Federal, state and local governments have unique needs. Banks, in response, have dedicated a portion of their business to address them.
“There are many best practices that can be implemented if one understands the laws that affect government,” says Karen Bigelow, senior vice president and regional manager of the government banking division at U.S. Bank.
With open communication, banks can develop customized services that help government entities. Getting them to talk, however, can be difficult.
Smart Business spoke with Bigelow about some underutilized services banks can offer government entities.
What do government clients need?
The needs of government entities are vast and broad. They need support in collections, disbursements, investments and borrowing the cash necessary to support operations.
The challenge with serving government clients is they are often broken down into decentralized units with special responsibilities. That requires banks to learn about all of them in order to take a consultative approach and apply experts in certain business lines to help these entities solve problems.
The more a bank understands how a government entity operates, the easier it is to recommend appropriate solutions. It’s critical to have a strong relationship that allows the sharing of information so that banks are not recommending a one-size-fits-all solution that isn’t appropriate.
What are the typical barriers to working consultatively with government entities?
The organizational structure of governments means not one person has all the details, so banks must talk to multiple people to get a full understanding of its strategies before offering consultation on services.
Governments often bid for banking services using requests for proposals handled by a purchasing department, leaving little interaction with a financial institution except through email. This impedes the consultative communication that leads to an understanding of the entity’s processes, which leads to competition among banks based solely on price.
What are common government pain points?
The most common issue is in addressing its collection and dispersing of revenue in a timely, but more automated way with reduced staffing and budgets.
Government, in an attempt to collect money securely, must to do so without disrupting customer service.
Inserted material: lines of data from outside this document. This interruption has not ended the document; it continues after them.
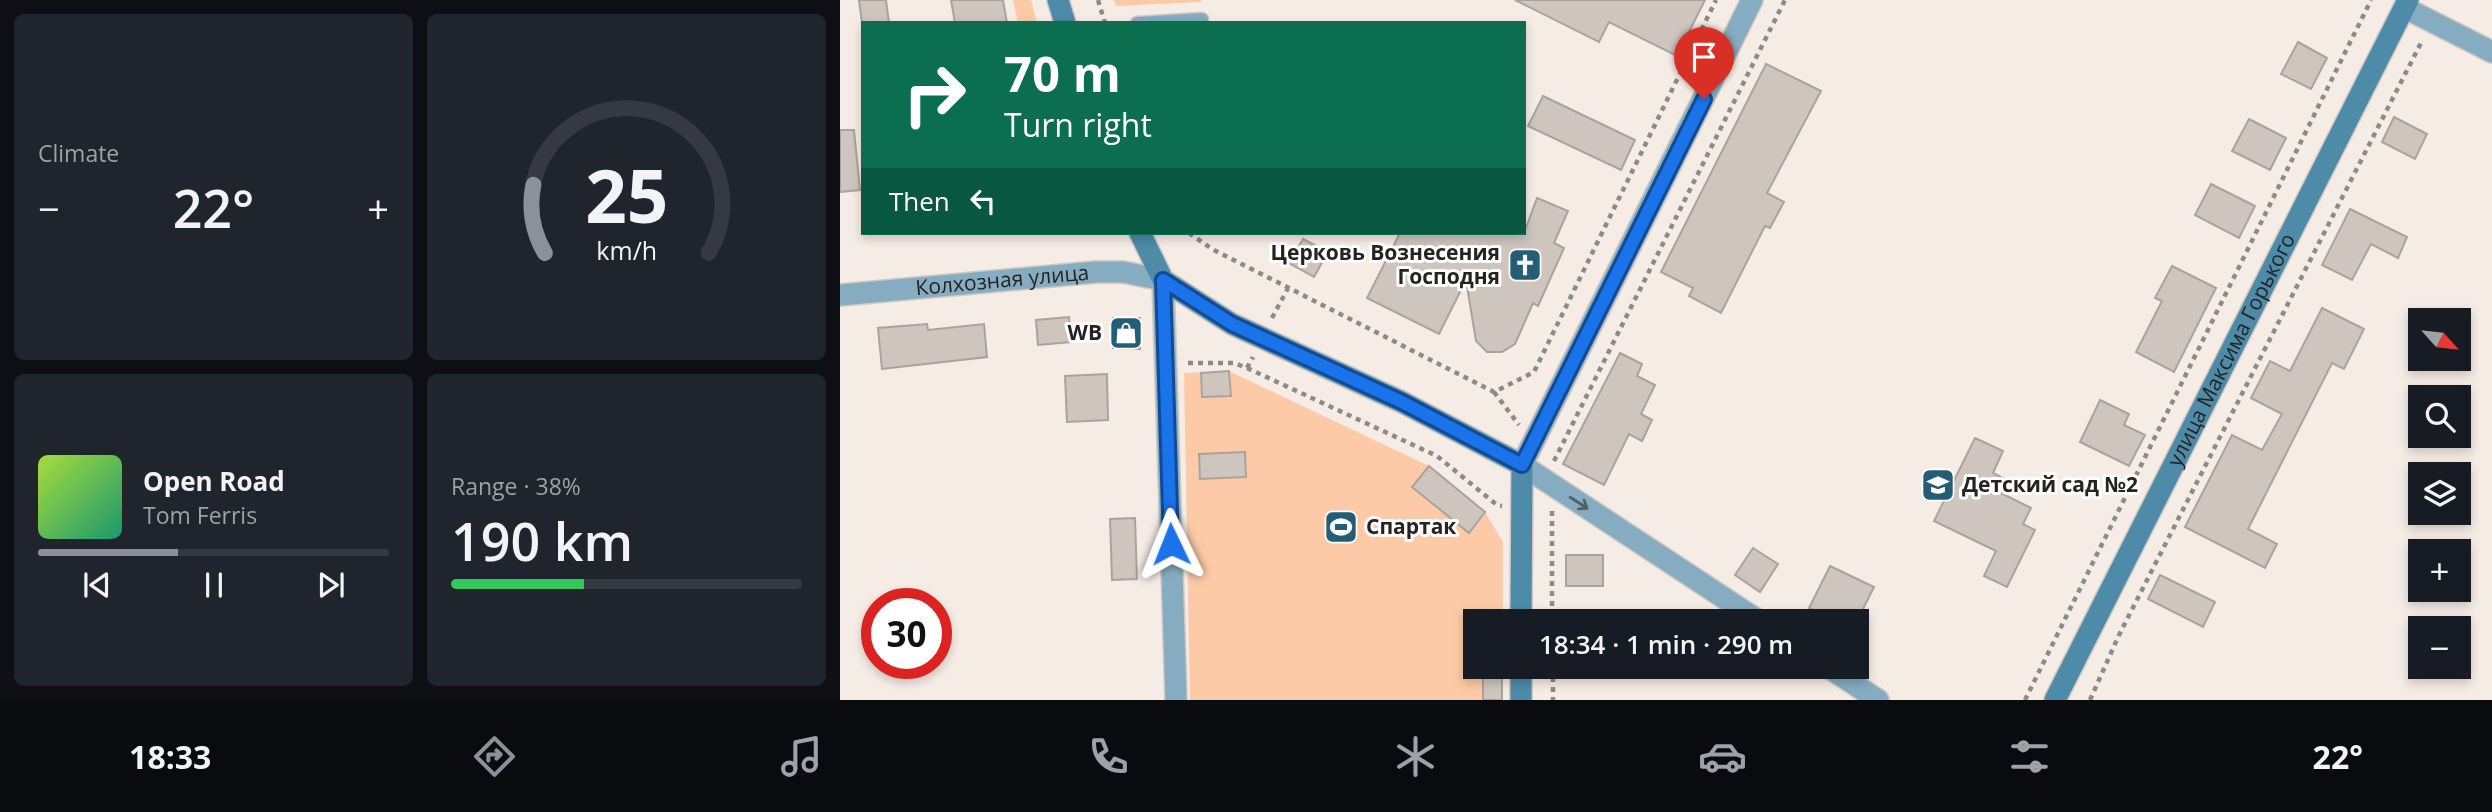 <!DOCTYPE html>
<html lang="en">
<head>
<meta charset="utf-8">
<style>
	:root { --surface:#171b24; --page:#20242c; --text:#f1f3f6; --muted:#9ea1a6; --line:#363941; --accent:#8c9099 }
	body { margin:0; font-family:"Open Sans",sans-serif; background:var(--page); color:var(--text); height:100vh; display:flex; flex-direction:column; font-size:26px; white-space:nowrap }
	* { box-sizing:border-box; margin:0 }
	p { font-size:23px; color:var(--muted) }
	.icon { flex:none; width:38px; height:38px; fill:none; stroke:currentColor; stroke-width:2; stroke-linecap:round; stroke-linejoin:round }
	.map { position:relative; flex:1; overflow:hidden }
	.sheet { display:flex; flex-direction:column; gap:14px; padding:14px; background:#0d0f14; width:840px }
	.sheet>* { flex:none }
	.banner { position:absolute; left:21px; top:21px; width:665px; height:214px; border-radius:0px; box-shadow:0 4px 10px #0003; background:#0b6e4f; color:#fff; overflow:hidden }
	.needle { width:46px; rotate:117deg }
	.fabs { position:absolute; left:1568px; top:308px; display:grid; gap:14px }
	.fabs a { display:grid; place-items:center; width:63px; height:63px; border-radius:0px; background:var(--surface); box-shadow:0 4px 10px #0003; font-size:35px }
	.speed { position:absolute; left:21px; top:588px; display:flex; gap:14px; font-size:35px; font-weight:700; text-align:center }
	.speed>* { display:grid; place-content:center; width:91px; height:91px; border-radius:50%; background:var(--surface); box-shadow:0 4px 10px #0003; line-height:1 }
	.speed .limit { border:10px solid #d22; background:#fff; color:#111 }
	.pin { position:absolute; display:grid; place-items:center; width:60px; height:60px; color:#fff; margin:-72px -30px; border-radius:50% 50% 50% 0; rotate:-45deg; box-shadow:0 0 7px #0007 }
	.pin .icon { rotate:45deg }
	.me { position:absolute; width:77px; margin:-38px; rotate:358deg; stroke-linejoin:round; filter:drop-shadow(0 0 5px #0008) }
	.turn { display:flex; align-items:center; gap:24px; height:147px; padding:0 28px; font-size:32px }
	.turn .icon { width:91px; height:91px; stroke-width:2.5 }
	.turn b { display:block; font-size:49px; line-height:60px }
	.then { display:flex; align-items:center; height:66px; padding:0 28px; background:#0003; gap:14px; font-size:26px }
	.big { font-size:52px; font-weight:600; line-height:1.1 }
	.sheet .widget { flex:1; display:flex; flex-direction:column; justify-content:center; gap:10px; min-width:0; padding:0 24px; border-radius:10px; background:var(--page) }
	.sheet .dial { align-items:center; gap:0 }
	.dial svg { height:182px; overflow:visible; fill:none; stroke:var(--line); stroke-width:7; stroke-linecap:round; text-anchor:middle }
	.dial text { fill:var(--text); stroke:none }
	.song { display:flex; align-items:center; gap:21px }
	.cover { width:84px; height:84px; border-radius:10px; background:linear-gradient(135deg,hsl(80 70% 55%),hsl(160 70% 35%)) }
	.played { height:7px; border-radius:4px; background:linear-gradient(90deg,var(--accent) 40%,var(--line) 40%) }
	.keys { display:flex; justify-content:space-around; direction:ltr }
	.heat { display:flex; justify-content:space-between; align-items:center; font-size:38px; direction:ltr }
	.charge { height:10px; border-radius:5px; background:linear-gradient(90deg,#34c759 38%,var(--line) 0) }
	.sheet .tiles { flex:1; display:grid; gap:14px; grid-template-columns:repeat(2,1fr) }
	.trip { position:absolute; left:623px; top:609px; width:406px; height:70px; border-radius:0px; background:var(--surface); box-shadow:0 4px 10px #0003; font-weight:600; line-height:70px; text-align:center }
	.menu { display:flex; height:112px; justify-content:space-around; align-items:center; background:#090b0e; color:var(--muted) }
	.menu .icon { width:49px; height:49px }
	.menu .on { color:var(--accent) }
	.menu b { font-size:32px; color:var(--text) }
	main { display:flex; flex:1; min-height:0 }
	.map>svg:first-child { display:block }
</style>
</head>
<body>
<main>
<section class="sheet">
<div class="tiles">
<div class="widget"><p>Climate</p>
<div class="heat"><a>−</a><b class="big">22°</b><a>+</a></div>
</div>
<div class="widget dial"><svg viewBox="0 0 100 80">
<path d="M14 69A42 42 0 1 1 86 69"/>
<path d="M14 69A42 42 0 0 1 9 39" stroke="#8c9099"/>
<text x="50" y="56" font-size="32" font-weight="700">25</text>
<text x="50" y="72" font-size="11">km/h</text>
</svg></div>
<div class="widget">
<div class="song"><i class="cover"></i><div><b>Open Road</b><p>Tom Ferris</p></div></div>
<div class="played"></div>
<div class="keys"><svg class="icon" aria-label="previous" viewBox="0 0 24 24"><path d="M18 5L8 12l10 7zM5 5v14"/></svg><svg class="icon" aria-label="pause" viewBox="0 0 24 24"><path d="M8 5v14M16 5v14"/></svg><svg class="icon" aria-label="next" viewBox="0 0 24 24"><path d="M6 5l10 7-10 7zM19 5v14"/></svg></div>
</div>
<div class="widget"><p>Range · 38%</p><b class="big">190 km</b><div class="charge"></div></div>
</div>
</section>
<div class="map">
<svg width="1652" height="700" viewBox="0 0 1652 700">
	<rect width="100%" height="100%" fill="#f6ece6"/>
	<!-- green -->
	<path fill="#fccaa6" d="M173 0H191L197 23H178Z
		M274 0H361V2L276 6Z
		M389 371 589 466 645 512 663 542V621H635V667H662V700H350L344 373Z"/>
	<!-- building -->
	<path fill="#cec5bf" stroke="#aaa29c" stroke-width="2" d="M19 0H46L49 23H22Z
		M111 0H163L167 23H115Z
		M675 0H865L837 56 769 22 759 42Z
		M1458 42 1487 58 1471 89 1441 74Z
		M926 64 981 91 927 193 944 202 930 228 925 226 881 313 849 296 853 288 821 272Z
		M703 96 795 140 781 170 688 126Z
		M1554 117 1587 134 1575 159 1542 142Z
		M1409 119 1446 138 1430 170 1392 151Z
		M0 130H14L20 190 0 192Z
		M1371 184 1415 206 1399 238 1355 215Z
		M697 198 728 211 714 243 724 248 698 306 693 303 675 344 662 352H647L636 341 626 280 599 334 527 298 560 233H684Z
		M1510 209 1567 237 1558 258 1531 244 1512 280 1482 265Z
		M463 239 488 252 474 277 449 263Z
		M1332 266 1376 288 1334 372 1296 352 1322 301 1315 298Z
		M1482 308 1524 329 1504 369 1492 363 1408 529 1437 544 1425 568 1345 527 1392 435 1422 450 1442 414 1411 398 1430 361 1450 371Z
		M229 317 231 342 198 345 196 320Z
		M273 318H300V349L273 348Z
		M87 324 88 330 144 324 147 357 42 369 38 328Z
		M780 353 802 364 797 376 815 385 801 414 812 420 802 441 789 434 764 485 723 464Z
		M389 371 391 396 362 397 361 373Z
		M267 374 268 420 227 422 225 376Z
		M1260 400 1289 414 1284 425 1305 435 1289 466 1240 442Z
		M1135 438 1163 451 1153 473 1163 478 1157 491 1191 508 1183 524 1195 530 1167 587 1144 576 1156 551 1094 521Z
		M405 452 406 477 360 479 359 454Z
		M589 466 645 512 629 533 572 487Z
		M295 518 297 579 272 580 270 519Z
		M913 548 938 564 920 592 895 575Z
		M726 555H763V586H726Z
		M990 566 1034 587 1017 621H996L969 608Z
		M1320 575 1375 602 1363 627 1308 599Z
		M643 667H662V700H643Z"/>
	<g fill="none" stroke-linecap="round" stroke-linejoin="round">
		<defs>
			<path id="service" d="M297 23 362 19"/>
			<g id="minor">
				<path d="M1565 8 1652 52"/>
				<path id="s1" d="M0 295 256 272H283L323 280 336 700"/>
				<path d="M682 465 919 621"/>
				<path d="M988 667 1038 700"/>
			</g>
			<path id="tertiary" d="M682 465 912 0"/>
			<g id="secondary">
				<path d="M218 0 225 23"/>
				<path d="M300 233 323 280 392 324 562 402 682 465 681 621"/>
				<path d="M681 700V667"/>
				<path id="s2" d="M1215 700 1568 0"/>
			</g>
		</defs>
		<!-- service casing -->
		<use href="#service" stroke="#d1c8c2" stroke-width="15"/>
		<!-- minor casing -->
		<use href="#minor" stroke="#d1c8c2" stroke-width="24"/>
		<!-- tertiary casing -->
		<use href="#tertiary" stroke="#d1c8c2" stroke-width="24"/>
		<!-- secondary casing -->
		<use href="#secondary" stroke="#d1c8c2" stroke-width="24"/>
		<!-- path -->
		<path stroke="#908985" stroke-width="4.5" stroke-dasharray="5 5" stroke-linecap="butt" d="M258 0 265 23
			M349 233 372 249 654 392 694 372 876 0
			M432 318 448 288
			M348 363H394L407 368 413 357
			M407 368 597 456 657 505 662 506
			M654 392 679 425
			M714 461 945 0
			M712 511V621
			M713 667V700
			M1185 700 1531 0
			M1250 700 1279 635 1582 41"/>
		<!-- service -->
		<use href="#service" stroke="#85acc0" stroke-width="12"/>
		<!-- minor -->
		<use href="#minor" stroke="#85acc0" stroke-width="21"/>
		<!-- tertiary -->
		<use href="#tertiary" stroke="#85acc0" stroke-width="21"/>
		<!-- secondary -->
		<use href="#secondary" stroke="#4d8ba9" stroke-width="21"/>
	</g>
	<!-- one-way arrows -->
	<defs><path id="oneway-shaft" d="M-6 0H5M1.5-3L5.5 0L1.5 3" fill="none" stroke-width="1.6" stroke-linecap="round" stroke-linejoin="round" transform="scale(1.75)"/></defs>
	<use stroke="#516068" href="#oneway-shaft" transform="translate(739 503) rotate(33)"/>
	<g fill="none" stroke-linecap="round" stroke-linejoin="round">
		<defs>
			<path id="route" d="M331 544 323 280 392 324 562 402 682 465 864 99"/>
		</defs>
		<!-- route casing -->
		<use href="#route" stroke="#114b97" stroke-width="18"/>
		<!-- route -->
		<use href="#route" stroke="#1a73e8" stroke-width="12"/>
	</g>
	<!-- icons -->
	<defs>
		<symbol id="church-square" viewBox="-11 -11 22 22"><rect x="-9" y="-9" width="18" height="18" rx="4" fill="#235d76" stroke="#fff"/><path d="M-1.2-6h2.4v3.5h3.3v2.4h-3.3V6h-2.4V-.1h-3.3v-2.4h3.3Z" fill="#fff"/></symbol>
		<symbol id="shop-square" viewBox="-11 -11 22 22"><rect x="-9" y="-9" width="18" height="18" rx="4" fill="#235d76" stroke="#fff"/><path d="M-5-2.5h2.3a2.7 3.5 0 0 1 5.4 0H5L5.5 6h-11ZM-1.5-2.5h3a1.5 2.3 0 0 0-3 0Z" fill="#fff"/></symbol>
		<symbol id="school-square" viewBox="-11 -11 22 22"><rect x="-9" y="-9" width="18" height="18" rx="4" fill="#235d76" stroke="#fff"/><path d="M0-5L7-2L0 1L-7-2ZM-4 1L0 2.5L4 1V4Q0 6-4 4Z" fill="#fff"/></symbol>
		<symbol id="stadium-square" viewBox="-11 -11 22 22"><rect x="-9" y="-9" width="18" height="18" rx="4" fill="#235d76" stroke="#fff"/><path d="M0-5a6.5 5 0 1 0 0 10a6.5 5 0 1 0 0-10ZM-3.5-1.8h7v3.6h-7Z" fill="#fff"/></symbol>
	</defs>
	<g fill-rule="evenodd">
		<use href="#church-square" x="666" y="246" width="38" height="38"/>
		<use href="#shop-square" x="267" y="314" width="38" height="38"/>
		<use href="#school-square" x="1079" y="466" width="38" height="38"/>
		<use href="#stadium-square" x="482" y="508" width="38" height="38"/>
	</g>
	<g text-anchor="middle" stroke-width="6" stroke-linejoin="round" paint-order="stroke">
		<!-- poi labels -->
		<g font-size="21" font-weight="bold" fill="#262220" stroke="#fff" text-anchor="end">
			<text x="660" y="260">Церковь Вознесения<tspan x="660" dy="24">Господня</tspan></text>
			<text x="262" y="340">WB</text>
			<text x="1122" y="492" text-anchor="start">Детский сад №2</text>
			<text x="526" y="534" text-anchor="start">Спартак</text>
		</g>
		<!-- street labels -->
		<g font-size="21" fill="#262220" stroke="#fff">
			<text dy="7" stroke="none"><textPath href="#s1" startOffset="163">Колхозная улица</textPath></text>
			<text dy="7" stroke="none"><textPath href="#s2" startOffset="392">улица Максима Горького</textPath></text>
		</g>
	</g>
</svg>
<div class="fabs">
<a><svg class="needle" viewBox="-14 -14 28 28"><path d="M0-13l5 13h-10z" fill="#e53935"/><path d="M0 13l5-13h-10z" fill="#9ea1a6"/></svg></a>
<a><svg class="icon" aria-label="search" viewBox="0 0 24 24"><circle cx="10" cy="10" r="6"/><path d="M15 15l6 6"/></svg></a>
<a><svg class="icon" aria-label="layers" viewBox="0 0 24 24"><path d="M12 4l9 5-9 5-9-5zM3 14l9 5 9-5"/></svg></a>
<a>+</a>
<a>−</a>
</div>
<div class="speed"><div class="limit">30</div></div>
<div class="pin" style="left:864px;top:99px;background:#d93025"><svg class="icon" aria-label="arrive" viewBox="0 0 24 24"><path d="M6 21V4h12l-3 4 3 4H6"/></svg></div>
<svg class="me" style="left:331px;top:544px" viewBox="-20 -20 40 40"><path d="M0-17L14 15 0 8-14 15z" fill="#1a73e8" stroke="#fff" stroke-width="4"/></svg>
<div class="trip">18:34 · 1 min · 290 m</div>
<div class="banner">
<div class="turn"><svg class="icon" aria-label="right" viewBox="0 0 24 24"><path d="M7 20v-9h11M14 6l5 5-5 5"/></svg><div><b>70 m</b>Turn right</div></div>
<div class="then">Then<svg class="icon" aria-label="left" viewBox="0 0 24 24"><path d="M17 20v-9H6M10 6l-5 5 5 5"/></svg></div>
</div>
</div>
</main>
<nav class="menu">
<b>18:33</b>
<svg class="icon on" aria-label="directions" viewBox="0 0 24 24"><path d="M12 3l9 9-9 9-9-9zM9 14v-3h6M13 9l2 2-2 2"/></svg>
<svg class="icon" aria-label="music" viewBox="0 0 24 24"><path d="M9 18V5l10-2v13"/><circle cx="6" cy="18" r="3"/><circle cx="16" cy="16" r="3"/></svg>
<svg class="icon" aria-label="phone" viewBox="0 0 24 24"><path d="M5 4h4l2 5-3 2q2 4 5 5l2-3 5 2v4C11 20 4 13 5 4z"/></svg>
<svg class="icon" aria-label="climate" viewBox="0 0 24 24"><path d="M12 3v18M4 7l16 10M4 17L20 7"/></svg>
<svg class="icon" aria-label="car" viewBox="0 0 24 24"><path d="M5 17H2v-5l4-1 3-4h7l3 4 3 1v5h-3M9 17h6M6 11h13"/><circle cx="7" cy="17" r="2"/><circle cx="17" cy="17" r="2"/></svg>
<svg class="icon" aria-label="filters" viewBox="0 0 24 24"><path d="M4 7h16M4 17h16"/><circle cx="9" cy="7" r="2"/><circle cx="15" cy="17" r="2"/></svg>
<b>22°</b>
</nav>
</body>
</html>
A bank can work with government to find the most efficient process of delivering a service in the least costly way while balancing the needs of customers with the efficient execution of duties. This often requires a lot of consulting with its financial partners.
What services can banks offer that many government entities may not realize?
Banks can offer a lot of services traditionally provided by third-party vendors, such as electronic services for billing and collection, and presenting statements.
When looking to improve their technology, government entities will often hire third-party consultants, not financial institutions, to help implement the same electronic payment services banks provide.
Governments have an obligation to stale-date a check after a certain period of time that it’s been outstanding. Banks offer a service that helps them comply with state audit rules and automatically eliminate those checks from their outstanding payments. There are also lockbox collection services for all types of payments, including electronic.
In addition, banks can help governments disburse high-volume payments such as unemployment through card services.
How can working closer with a bank be beneficial to governments?
Government entities have a fiduciary obligation to protect funds, but they must do that while serving a diverse population. Sharing information about their needs can be beneficial. In the process, government entities gain free consultants while saving money by optimizing operations and minimizing third-party vendors, protecting their information and public deposits.
Time is a precious commodity. The more governments share information with their banks the more help can be provided to save time by processing more effectively.